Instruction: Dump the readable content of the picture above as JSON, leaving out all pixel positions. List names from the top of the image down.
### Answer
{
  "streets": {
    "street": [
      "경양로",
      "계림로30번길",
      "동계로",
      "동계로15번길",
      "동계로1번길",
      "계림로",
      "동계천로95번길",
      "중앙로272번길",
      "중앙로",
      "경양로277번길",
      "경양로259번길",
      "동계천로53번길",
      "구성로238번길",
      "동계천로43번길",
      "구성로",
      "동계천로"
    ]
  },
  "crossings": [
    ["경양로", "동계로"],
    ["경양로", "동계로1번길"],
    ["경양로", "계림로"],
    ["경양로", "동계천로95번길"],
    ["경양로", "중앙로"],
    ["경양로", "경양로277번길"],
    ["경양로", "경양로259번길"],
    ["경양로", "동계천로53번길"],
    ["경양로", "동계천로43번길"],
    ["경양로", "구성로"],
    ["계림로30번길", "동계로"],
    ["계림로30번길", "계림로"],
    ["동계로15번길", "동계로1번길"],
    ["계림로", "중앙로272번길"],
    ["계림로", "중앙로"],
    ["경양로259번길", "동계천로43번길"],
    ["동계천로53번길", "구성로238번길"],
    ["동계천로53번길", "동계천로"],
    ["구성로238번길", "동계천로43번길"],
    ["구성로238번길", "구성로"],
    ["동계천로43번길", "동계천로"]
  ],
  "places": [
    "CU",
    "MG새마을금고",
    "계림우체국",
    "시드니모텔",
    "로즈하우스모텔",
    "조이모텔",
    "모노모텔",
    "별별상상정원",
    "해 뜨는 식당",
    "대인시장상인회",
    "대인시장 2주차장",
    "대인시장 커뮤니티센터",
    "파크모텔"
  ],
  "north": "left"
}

- - -

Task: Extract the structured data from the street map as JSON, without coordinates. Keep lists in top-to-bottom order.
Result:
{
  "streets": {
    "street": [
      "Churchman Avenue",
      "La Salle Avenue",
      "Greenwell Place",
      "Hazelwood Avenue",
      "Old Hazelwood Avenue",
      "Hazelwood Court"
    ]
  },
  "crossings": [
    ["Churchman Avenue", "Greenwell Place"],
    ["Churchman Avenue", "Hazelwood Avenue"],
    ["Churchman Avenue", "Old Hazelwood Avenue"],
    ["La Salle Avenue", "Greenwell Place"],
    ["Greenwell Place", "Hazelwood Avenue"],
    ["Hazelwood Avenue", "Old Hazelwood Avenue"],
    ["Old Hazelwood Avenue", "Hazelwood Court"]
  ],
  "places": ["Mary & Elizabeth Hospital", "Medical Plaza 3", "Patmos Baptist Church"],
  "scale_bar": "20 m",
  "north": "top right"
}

- - -

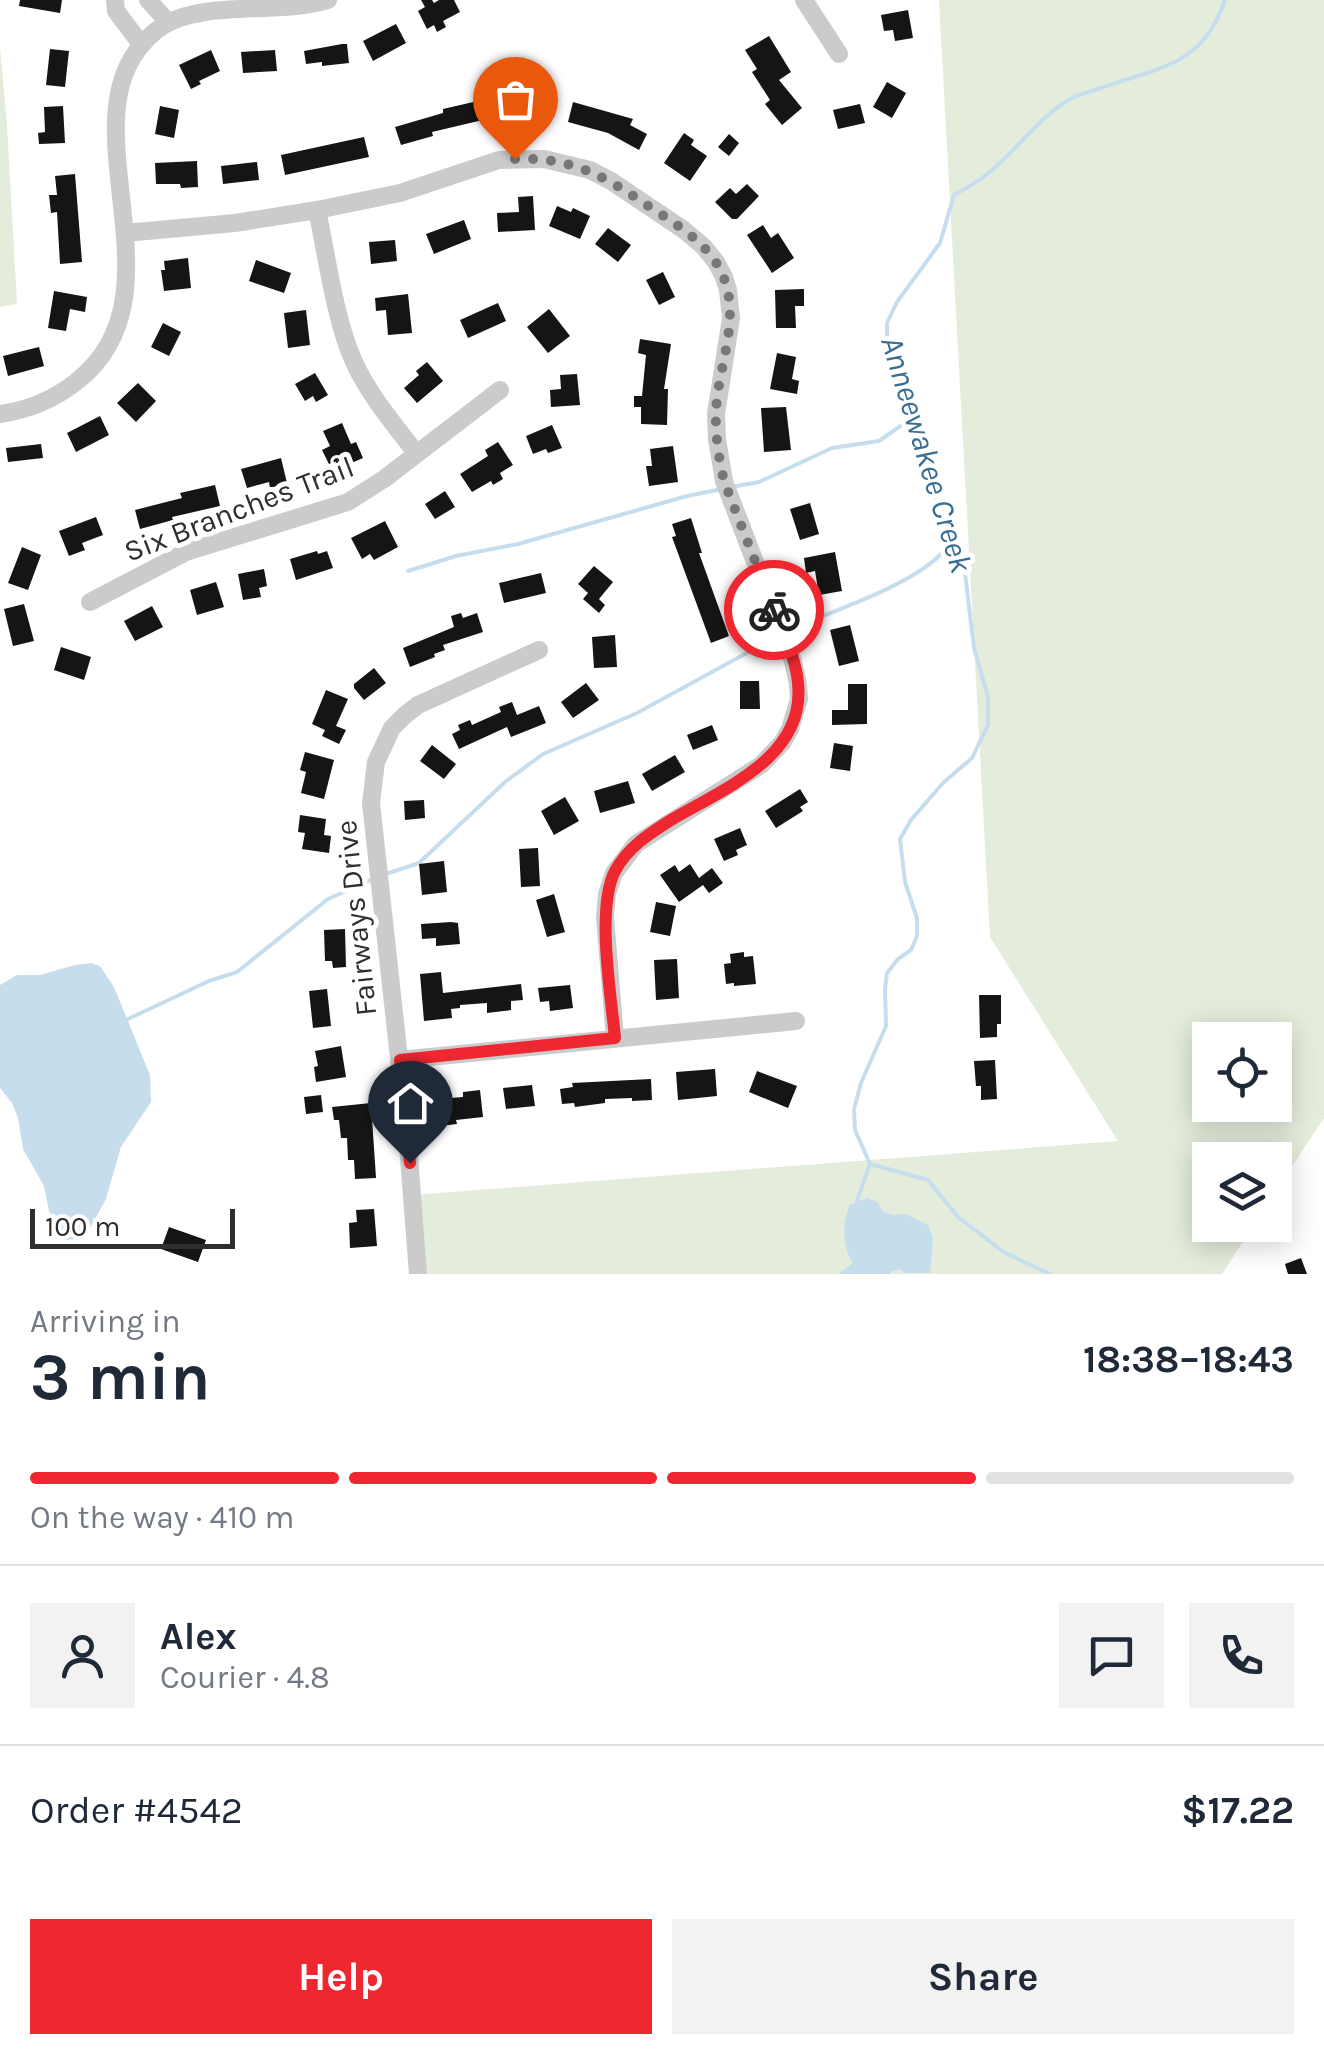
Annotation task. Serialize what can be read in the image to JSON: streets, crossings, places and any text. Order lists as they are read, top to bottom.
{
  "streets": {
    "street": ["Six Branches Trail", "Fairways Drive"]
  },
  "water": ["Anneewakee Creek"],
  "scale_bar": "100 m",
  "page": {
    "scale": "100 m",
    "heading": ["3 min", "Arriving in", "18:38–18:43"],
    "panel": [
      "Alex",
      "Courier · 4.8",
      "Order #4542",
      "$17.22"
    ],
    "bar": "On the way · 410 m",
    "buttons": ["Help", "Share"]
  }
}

- - -

◆ Action item
Please show the lines of the material that contain the string "from".

◆ Exercise answer
Instruction: Dump the readable content of the picture above as JSON, leaving out all pixel positions. List names from the top of the image down.
Task: Extract the structured data from the street map as JSON, without coordinates. Keep lists in top-to-bottom order.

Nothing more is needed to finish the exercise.